Semua dimulai dengan lift yang tiba-tiba berhenti, teknisi sudah memeriksa lift yang bermasalah dan menemukan tidak ada kerusakan apapun. Awalnya mereka yang terjebak dalam lift tenang-tenang saja karena menganggap lift akan segera diperbaiki, tapi setelah lift tak kunjung kembali normal, mereka mulai diliputi kegelisahan. Ditambah kejadian aneh yang menimpa Sarah, yang tiba-tiba terluka di bagian punggung setelah lampu lift padam. Sarah percaya jika ada seseorang yang menggigitnya dan Vince pun dijadikan kambing hitam, apalagi setelah dia sebelumnya juga dituduh “iseng” menyentuh Sarah. Vince makin terpojok ketika ada darah yang membekas di pakaian dan tangannya. Ketika setiap orang main tuduh melakukan sesuatu yang belum tentu mereka lakukan, lampu lift tiba-tiba kembali padam. Lalu setelah lampu menyala, Vince sudah tergeletak bersimbah darah dengan leher yang tertusuk pecahan kaca.
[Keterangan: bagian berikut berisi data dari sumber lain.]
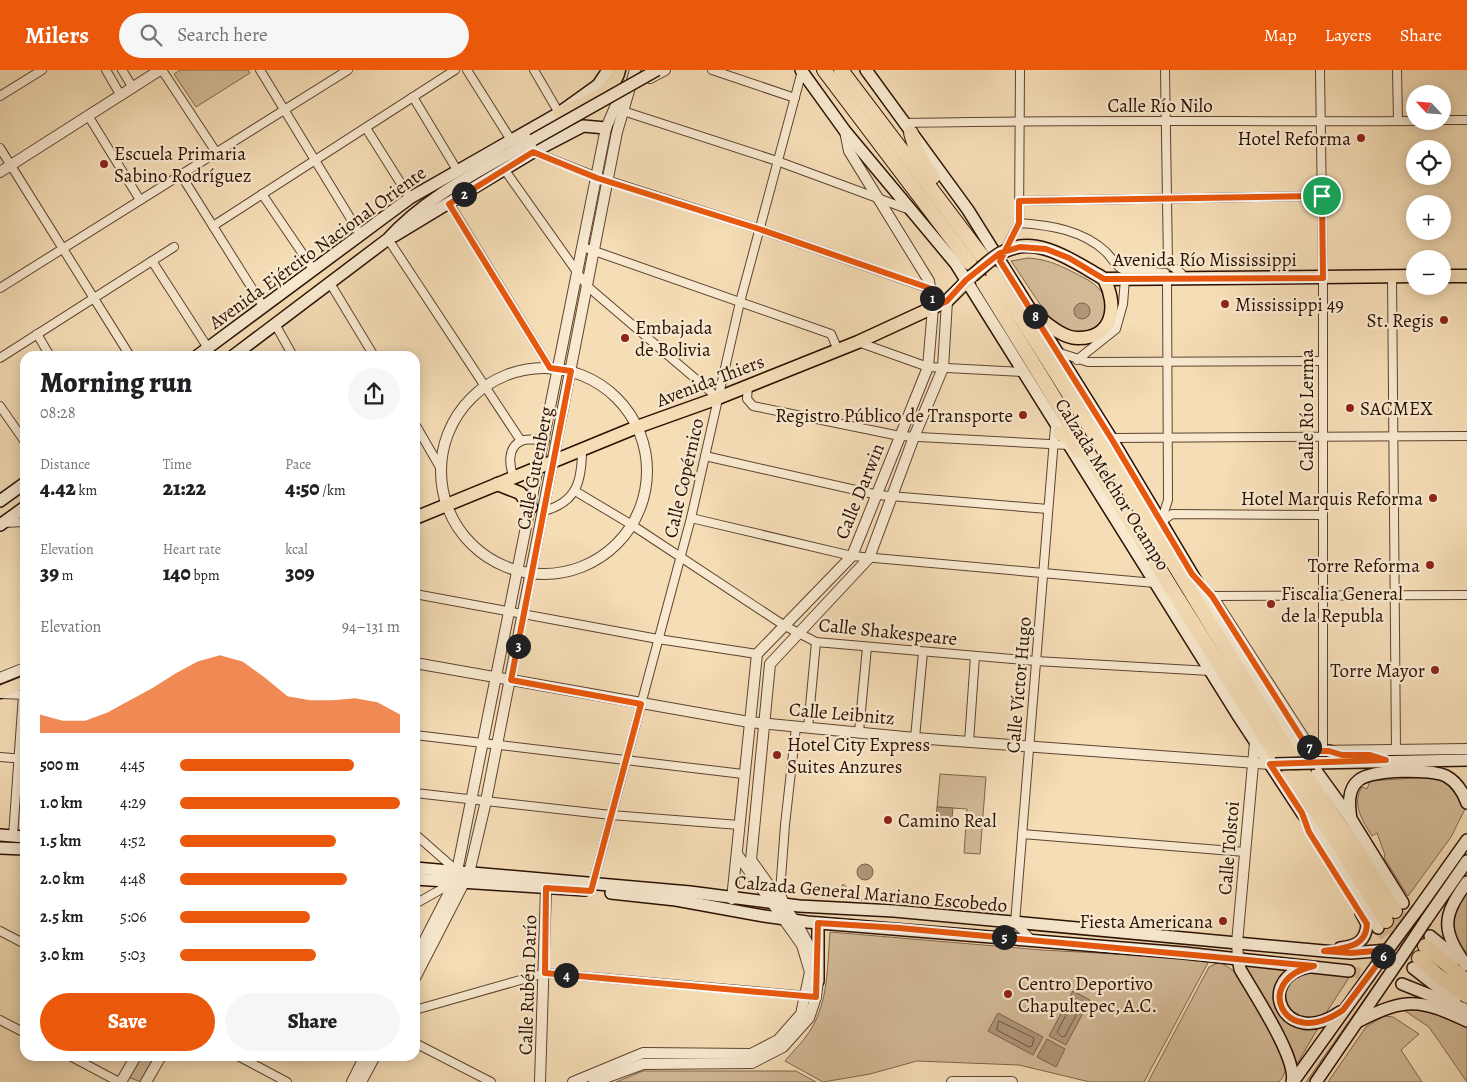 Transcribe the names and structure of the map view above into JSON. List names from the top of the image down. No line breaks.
{"streets":{"main road":["Avenida Ejército Nacional Oriente","Avenida Río Mississippi","Avenida Thiers","Calzada Melchor Ocampo","Calzada General Mariano Escobedo"],"street":["Calle Río Nilo","Calle Río Lerma","Calle Gutenberg","Calle Copérnico","Calle Darwin","Calle Shakespeare","Calle Víctor Hugo","Calle Leibnitz","Calle Tolstoi","Calle Rubén Darío"]},"crossings":[["Calle Río Nilo","Calle Río Lerma"],["Calle Río Nilo","Calzada Melchor Ocampo"],["Avenida Río Mississippi","Avenida Thiers"],["Avenida Río Mississippi","Calle Río Lerma"],["Avenida Río Mississippi","Calzada Melchor Ocampo"],["Avenida Thiers","Calle Gutenberg"],["Avenida Thiers","Calle Copérnico"],["Avenida Thiers","Calzada Melchor Ocampo"],["Avenida Thiers","Calle Darwin"],["Calle Gutenberg","Calle Leibnitz"],["Calle Gutenberg","Calzada General Mariano Escobedo"],["Calle Copérnico","Calzada Melchor Ocampo"],["Calle Copérnico","Calle Shakespeare"],["Calle Copérnico","Calle Leibnitz"],["Calle Copérnico","Calzada General Mariano Escobedo"],["Calzada Melchor Ocampo","Calle Darwin"],["Calzada Melchor Ocampo","Calle Shakespeare"],["Calzada Melchor Ocampo","Calle Víctor Hugo"],["Calzada Melchor Ocampo","Calle Leibnitz"],["Calzada Melchor Ocampo","Calle Tolstoi"],["Calle Darwin","Calle Shakespeare"],["Calle Darwin","Calle Leibnitz"],["Calle Darwin","Calzada General Mariano Escobedo"],["Calle Shakespeare","Calle Víctor Hugo"],["Calle Víctor Hugo","Calle Leibnitz"],["Calle Víctor Hugo","Calzada General Mariano Escobedo"],["Calle Leibnitz","Calle Tolstoi"],["Calle Tolstoi","Calzada General Mariano Escobedo"],["Calzada General Mariano Escobedo","Calle Rubén Darío"]],"places":["Hotel Reforma","Escuela Primaria Sabino Rodríguez","Mississippi 49","St. Regis","Embajada de Bolivia","SACMEX","Registro Público de Transporte","Hotel Marquis Reforma","Torre Reforma","Fiscalia General de la Republa","Torre Mayor","Hotel City Express Suites Anzures","Camino Real","Fiesta Americana","Centro Deportivo Chapultepec, A.C."],"north":"top left","page":{"header":"Milers","search":"Search here","nav":["Map","Layers","Share"],"map_buttons":["+","−"],"pins":["2","1","8","3","7","5","6","4"],"heading":["Morning run","08:28"],"stats":[["Distance","4.42 km"],["Time","21:22"],["Pace","4:50 /km"],["Elevation","39 m"],["Heart rate","140 bpm"],["kcal","309"]],"chart":["Elevation","94–131 m"],"list":[{"name":"500 m","note":"4:45"},{"name":"1.0 km","note":"4:29"},{"name":"1.5 km","note":"4:52"},{"name":"2.0 km","note":"4:48"},{"name":"2.5 km","note":"5:06"},{"name":"3.0 km","note":"5:03"}],"buttons":["Save","Share"]}}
Dua orang satpam, termasuk salah-satunya bernama Ramirez (Jacob Vargas), yang dari awal berkomunikasi satu arah (mereka yang didalam lift dapat mendengar suara mereka tapi tidak sebaliknya) dengan mereka yang terjebak dalam lift dan memonitor lewat cctv, segera menghubungi pihak berwajib. Bowden yang kebetulan sedang berada di gedung tersebut pun menerima kasus baru, dia segera bergabung dengan Ramirez menyaksikkan kejadian demi kejadian aneh yang menimpa Tony dan kawan-kawannya. Bowden yang mencoba berpikir logis terus mencari-cari hubungan antara orang-orang yang terjebak dalam lift tersebut dan ternyata mereka memang membawa rahasianya masing-masing. Sedangkan Ramirez mencoba memberitahu Bowden jika semua kejadian aneh tersebut bukanlah perbuatan manusia tetapi iblis. Ketika iblis “bertamu” ke bumi semua selalu berawal dengan bunuh diri, iblis bisa datang dalam bentuk manusia, dan salah-satu dari mereka yang terjebak dalam lift adalah iblis tersebut, benarkah? siapa?
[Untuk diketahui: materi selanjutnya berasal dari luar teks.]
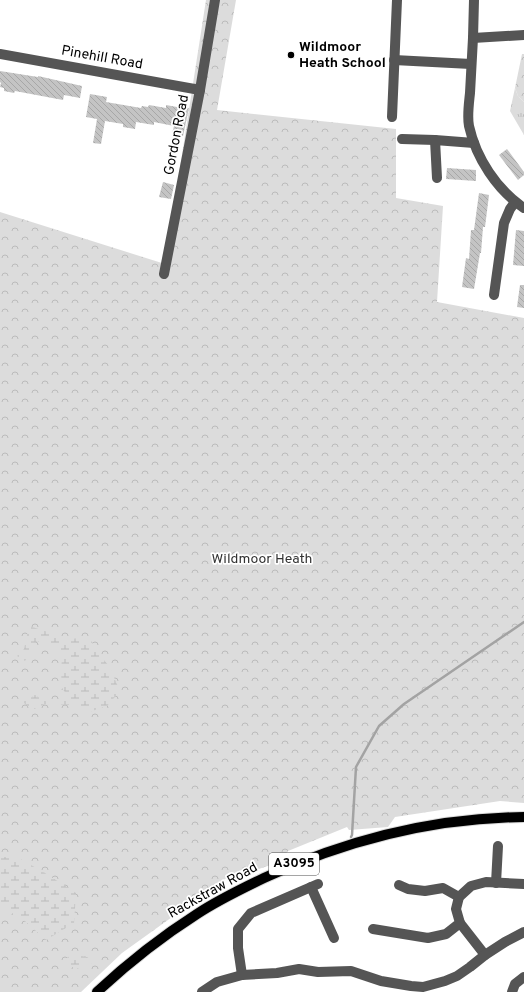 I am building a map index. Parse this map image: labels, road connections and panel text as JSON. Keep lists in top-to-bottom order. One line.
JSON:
{"streets":{"main road":["A3095","Rackstraw Road"],"street":["Pinehill Road","Gordon Road"]},"crossings":[["Pinehill Road","Gordon Road"]],"parks":["Wildmoor Heath"],"places":["Wildmoor Heath School"]} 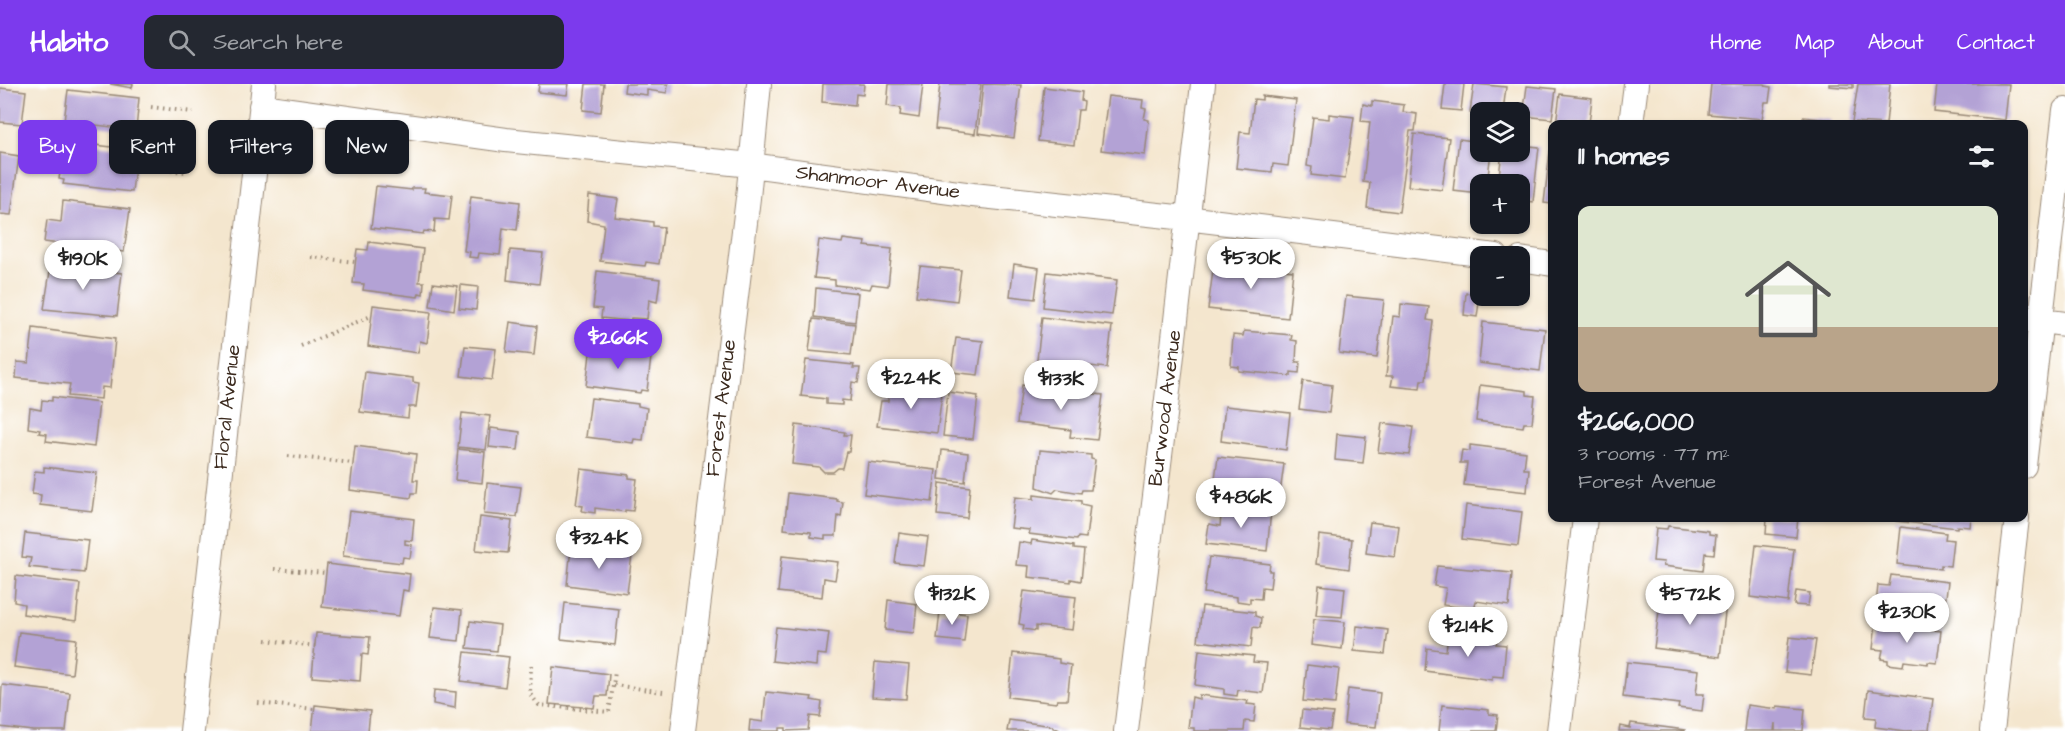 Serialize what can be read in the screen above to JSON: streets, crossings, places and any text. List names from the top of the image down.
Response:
{
  "streets": {
    "street": [
      "Shanmoor Avenue",
      "Floral Avenue",
      "Forest Avenue",
      "Burwood Avenue"
    ]
  },
  "crossings": [
    ["Shanmoor Avenue", "Floral Avenue"],
    ["Shanmoor Avenue", "Forest Avenue"],
    ["Shanmoor Avenue", "Burwood Avenue"]
  ],
  "page": {
    "header": "Habito",
    "search": "Search here",
    "nav": [
      "Home",
      "Map",
      "About",
      "Contact"
    ],
    "map_buttons": ["+", "−"],
    "chip": [
      "Buy",
      "Rent",
      "Filters",
      "New"
    ],
    "heading": "11 homes",
    "list": [
      {
        "name": "$266,000",
        "note": "3 rooms · 77 m² · Forest Avenue"
      }
    ],
    "price": [
      "$530K",
      "$190K",
      "$266K",
      "$224K",
      "$133K",
      "$486K",
      "$324K",
      "$132K",
      "$572K",
      "$230K",
      "$214K"
    ]
  }
}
Jika iblis itu nyata maka keberadaan Tuhan juga nyata, dimana ada kejahatan disana juga pasti ada kebaikan. “Devil” bisa dibilang adalah sebuah film yang berpondasi pada nilai-nilai relijius, tapi tidak serta merta men-cap film ini terkesan hanya akan menceramahi penontonnya. Menonton film ini sama saja seperti mendengar cerita-cerita pendamping tidur yang biasanya “didongengkan” oleh orang tua pada anak-anak mereka, membuat si pendengar merasa nyaman untuk akhirnya tertidur. Seperti halnya Ramirez yang teringat akan cerita-cerita ibunya tentang iblis, pada akhirnya dia alami sendiri ketika kelima orang asing terjebak dalam lift. “Mencekam” mungkin adalah kata yang tepat untuk menggambarkan apa yang akan terjadi sepanjang film ini, dengan medium sebuah lift sebagai penyebar terornya. Membayangkan terjebak dalam lift saja terkadang sudah menakutkan, bagaimana jika kita juga terjebak dengan sosok iblis yang bersembunyi di balik manusia yang sama-sama ketakutan. Film ini pun akan mengajak kita menebak-nebak siapa serigala yang berbulu domba itu sambil juga menggiring kita untuk sama-sama merasakan claustrophobia, takut terhadap ruangan sempit seperti halnya Ben.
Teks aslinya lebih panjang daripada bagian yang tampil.